# Affordable Rental Car for International Student under 25 for 1 month?



## vegasboy (Apr 28, 2010)

My son will be starting University Sept 2012 and was hoping to rent a car for a month in July to tour the US.

He is under 25, a South Africa citizen and doesn't have his own credit card. I will be taking responsibility for the costs.

Does anyone know of a company renting cars to students at affordable prices? Any other ideas or advice? He will be starting his trip from Florida USA (SW or Central).

Thanks in advance.


----------



## twostep (Apr 3, 2008)

You may want to do a quick Google search and then compare rates. Double check insurance coverage and additional driver requirements. 

I am curious - how will he pay for hotels, gas ... without a credit card?


----------



## Davis1 (Feb 20, 2009)

you will not get a rental car without a credit card 
they want to track you down if you steal it

Many companies will not rent to you if you're under that age. Some car rental agencies, however, will rent to those 21 years and older, providing you pay an additional $25 to $35 a day fee. 


this may be a possible 


http://www.rentawreck.com/info.htm


----------



## vegasboy (Apr 28, 2010)

twostep said:


> You may want to do a quick Google search and then compare rates. Double check insurance coverage and additional driver requirements.
> 
> I am curious - how will he pay for hotels, gas ... without a credit card?


 Thanks for the response. I have two properties in the US and he will be using my US bank card until he has opened his own. As he will be an international student I will have to figure out if that is possible.

Here is South Africa we have a few rental agencies specializing in renting older and affordable cars to young people and students. I was hoping someone would know of such a agency in the US.


----------



## twostep (Apr 3, 2008)

vegasboy said:


> Thanks for the response. I have two properties in the US and he will be using my US bank card until he has opened his own. As he will be an international student I will have to figure out if that is possible.
> 
> Here is South Africa we have a few rental agencies specializing in renting older and affordable cars to young people and students. I was hoping someone would know of such a agency in the US.


Unfortunately I have never come across such a service. 

Just to clarify - he will need a credit card in his name (family card is fine) and you should contact the provider to inform them of his trip. Some cards shut down for security reasons when they get used outside the normal area.

He will be able to open a bank account but lacking US credit history he may be able to get a secured credit card at best.


----------



## Pinkjellybean (Aug 5, 2011)

Hi,

Sorry no help on which rental company for under 25's, but there are loads of rental companies here so it should be a problem getting a car it just might be inflated due to his age.

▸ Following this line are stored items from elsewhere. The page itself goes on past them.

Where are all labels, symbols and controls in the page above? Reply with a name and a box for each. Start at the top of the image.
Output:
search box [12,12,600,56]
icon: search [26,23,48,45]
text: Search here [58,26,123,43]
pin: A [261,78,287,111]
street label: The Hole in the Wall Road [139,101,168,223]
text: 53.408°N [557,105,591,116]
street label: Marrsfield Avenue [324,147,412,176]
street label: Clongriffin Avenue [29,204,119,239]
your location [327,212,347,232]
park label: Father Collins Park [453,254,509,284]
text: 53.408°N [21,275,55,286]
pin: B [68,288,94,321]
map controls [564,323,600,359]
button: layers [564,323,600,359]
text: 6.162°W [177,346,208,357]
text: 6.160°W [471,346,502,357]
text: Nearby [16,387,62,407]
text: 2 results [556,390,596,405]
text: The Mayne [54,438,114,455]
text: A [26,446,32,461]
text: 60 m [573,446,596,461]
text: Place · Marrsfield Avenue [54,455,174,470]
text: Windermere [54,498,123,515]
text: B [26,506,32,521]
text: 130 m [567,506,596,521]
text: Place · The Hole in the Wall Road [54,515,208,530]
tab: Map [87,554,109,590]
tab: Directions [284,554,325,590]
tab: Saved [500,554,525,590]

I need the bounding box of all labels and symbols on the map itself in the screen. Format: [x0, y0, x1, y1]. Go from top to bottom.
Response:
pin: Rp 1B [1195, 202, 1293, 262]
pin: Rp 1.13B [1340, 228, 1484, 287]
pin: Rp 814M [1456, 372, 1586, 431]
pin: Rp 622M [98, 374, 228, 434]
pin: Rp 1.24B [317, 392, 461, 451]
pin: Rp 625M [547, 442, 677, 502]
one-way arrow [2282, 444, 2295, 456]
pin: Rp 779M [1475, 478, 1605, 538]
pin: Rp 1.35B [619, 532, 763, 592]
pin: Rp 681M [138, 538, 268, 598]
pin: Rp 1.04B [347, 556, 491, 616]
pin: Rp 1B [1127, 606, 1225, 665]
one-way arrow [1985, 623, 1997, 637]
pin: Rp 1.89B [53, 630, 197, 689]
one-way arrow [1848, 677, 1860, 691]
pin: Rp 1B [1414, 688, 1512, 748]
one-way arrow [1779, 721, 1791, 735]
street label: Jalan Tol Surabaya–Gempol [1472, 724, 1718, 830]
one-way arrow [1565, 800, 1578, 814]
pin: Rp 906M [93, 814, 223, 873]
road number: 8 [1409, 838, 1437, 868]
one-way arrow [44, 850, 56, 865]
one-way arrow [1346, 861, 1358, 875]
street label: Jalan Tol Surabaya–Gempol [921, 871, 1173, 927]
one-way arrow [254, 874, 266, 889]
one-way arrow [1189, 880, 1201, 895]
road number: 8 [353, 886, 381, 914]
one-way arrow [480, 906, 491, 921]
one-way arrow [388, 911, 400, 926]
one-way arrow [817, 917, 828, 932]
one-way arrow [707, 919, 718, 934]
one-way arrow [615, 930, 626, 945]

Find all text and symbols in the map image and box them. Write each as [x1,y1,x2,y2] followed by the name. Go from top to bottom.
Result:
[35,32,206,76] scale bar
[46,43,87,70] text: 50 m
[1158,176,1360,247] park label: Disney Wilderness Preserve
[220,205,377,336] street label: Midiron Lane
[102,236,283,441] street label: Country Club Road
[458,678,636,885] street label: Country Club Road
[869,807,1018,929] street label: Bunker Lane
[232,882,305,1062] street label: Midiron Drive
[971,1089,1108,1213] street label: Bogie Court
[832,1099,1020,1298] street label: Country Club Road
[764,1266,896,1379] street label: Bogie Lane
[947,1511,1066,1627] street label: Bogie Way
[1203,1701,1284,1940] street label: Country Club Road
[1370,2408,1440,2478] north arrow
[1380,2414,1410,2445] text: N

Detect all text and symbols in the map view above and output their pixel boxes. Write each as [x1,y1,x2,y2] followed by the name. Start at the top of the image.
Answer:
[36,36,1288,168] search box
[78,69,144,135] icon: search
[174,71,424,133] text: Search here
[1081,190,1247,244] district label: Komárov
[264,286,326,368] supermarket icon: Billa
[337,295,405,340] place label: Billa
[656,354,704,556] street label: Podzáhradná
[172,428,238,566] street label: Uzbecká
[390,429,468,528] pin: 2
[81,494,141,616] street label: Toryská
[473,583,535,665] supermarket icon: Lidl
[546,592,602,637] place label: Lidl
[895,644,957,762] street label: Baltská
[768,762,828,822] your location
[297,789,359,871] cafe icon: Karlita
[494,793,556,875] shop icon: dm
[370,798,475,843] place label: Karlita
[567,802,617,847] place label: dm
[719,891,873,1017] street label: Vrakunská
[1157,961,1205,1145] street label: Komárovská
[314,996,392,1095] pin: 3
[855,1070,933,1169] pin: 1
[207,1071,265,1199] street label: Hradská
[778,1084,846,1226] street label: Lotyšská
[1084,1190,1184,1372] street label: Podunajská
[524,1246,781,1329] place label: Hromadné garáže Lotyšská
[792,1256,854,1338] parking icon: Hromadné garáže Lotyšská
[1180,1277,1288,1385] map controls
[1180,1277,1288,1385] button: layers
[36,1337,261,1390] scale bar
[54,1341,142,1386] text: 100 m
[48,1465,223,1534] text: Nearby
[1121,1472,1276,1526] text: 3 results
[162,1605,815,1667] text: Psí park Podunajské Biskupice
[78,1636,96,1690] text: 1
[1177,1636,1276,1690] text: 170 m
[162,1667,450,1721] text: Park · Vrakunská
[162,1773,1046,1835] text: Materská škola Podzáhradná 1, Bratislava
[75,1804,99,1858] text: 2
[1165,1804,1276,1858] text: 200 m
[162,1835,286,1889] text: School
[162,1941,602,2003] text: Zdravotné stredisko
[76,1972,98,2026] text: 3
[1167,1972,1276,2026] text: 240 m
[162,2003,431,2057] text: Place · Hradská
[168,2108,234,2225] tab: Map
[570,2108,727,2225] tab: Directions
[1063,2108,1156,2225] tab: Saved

As for needing a credit card, I have always used my debit card for car rental and not had a problem, I have only just got my first credit card 

Hope your son enjoys his trip.


----------



## lifeisgood (Mar 30, 2010)

vegasboy said:


> My son will be starting University Sept 2012 and was hoping to rent a car for a month in July to tour the US.
> 
> He is under 25, a South Africa citizen and doesn't have his own credit card. I will be taking responsibility for the costs.
> 
> ...


you can try hertz,avis,budget...
its going to be expensive though since your son doesnt have a USA driving license..


----------